Reproduce each line below precisely. Drop the pictures.

### Records drawn from a dataset
--- START ---

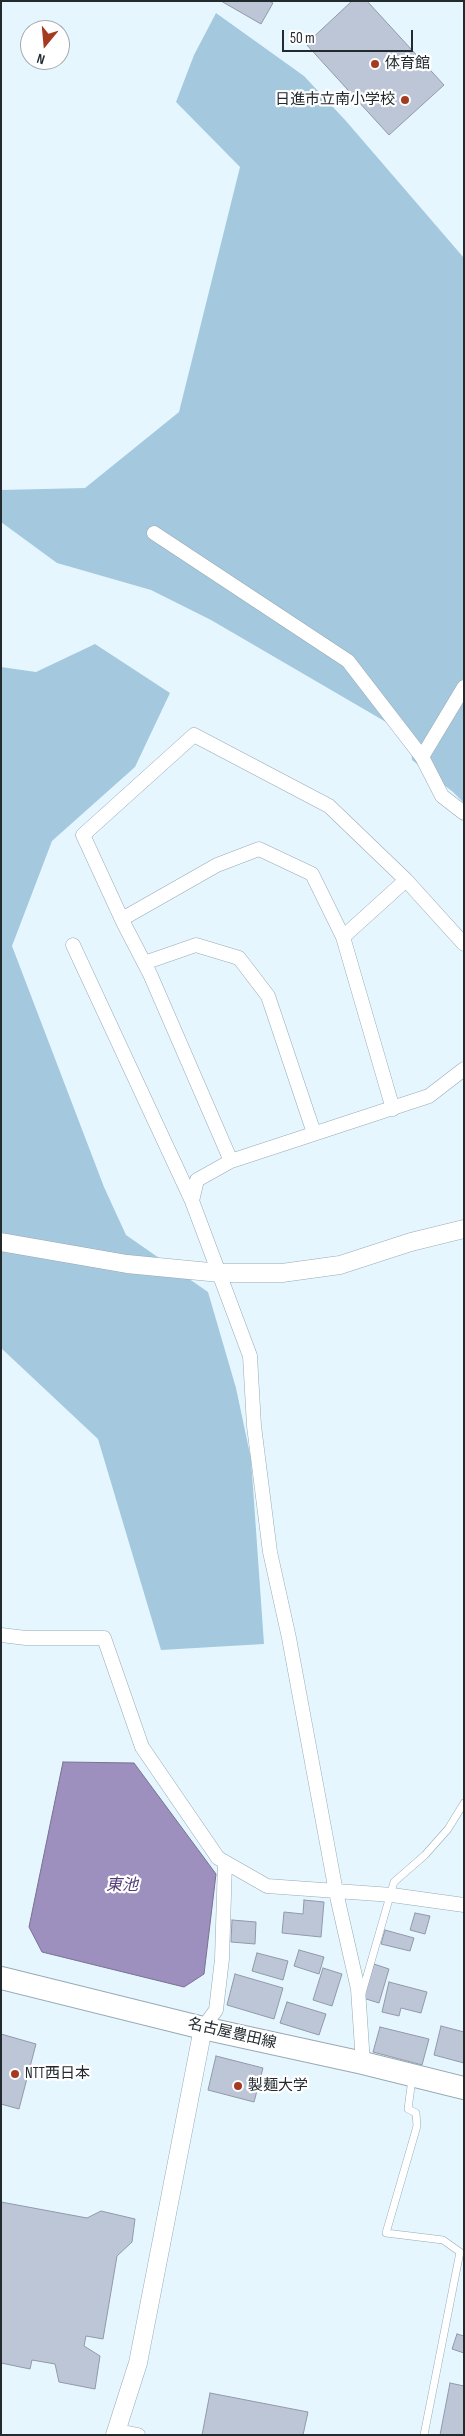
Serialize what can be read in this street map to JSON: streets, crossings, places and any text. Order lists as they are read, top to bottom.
{
  "streets": {
    "main road": ["名古屋豊田線"]
  },
  "water": ["東池"],
  "places": [
    "体育館",
    "日進市立南小学校",
    "NTT西日本",
    "製麺大学"
  ],
  "scale_bar": "50 m",
  "north": "bottom"
}
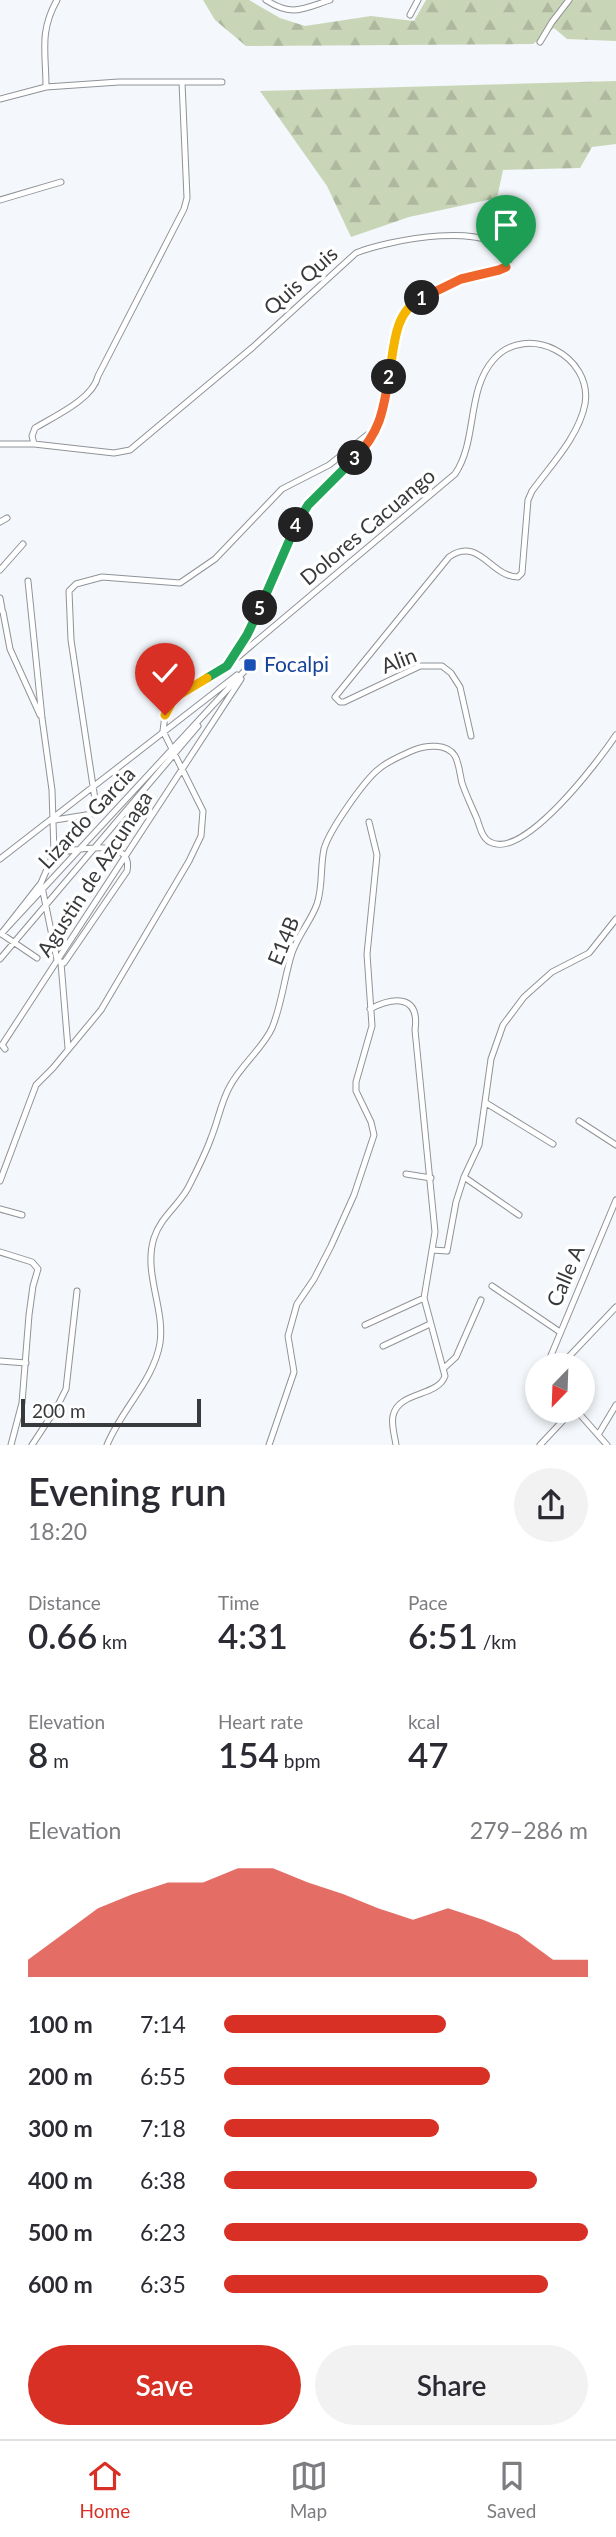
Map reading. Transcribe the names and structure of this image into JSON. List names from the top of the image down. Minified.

--- END ---

### EXERCISE ANSWER
Serialize what can be read in this street map to JSON: streets, crossings, places and any text. Order lists as they are read, top to bottom.
{
  "streets": {
    "main road": ["名古屋豊田線"]
  },
  "water": ["東池"],
  "places": [
    "体育館",
    "日進市立南小学校",
    "NTT西日本",
    "製麺大学"
  ],
  "scale_bar": "50 m",
  "north": "bottom"
}
Map reading. Transcribe the names and structure of this image into JSON. List names from the top of the image down. Minified.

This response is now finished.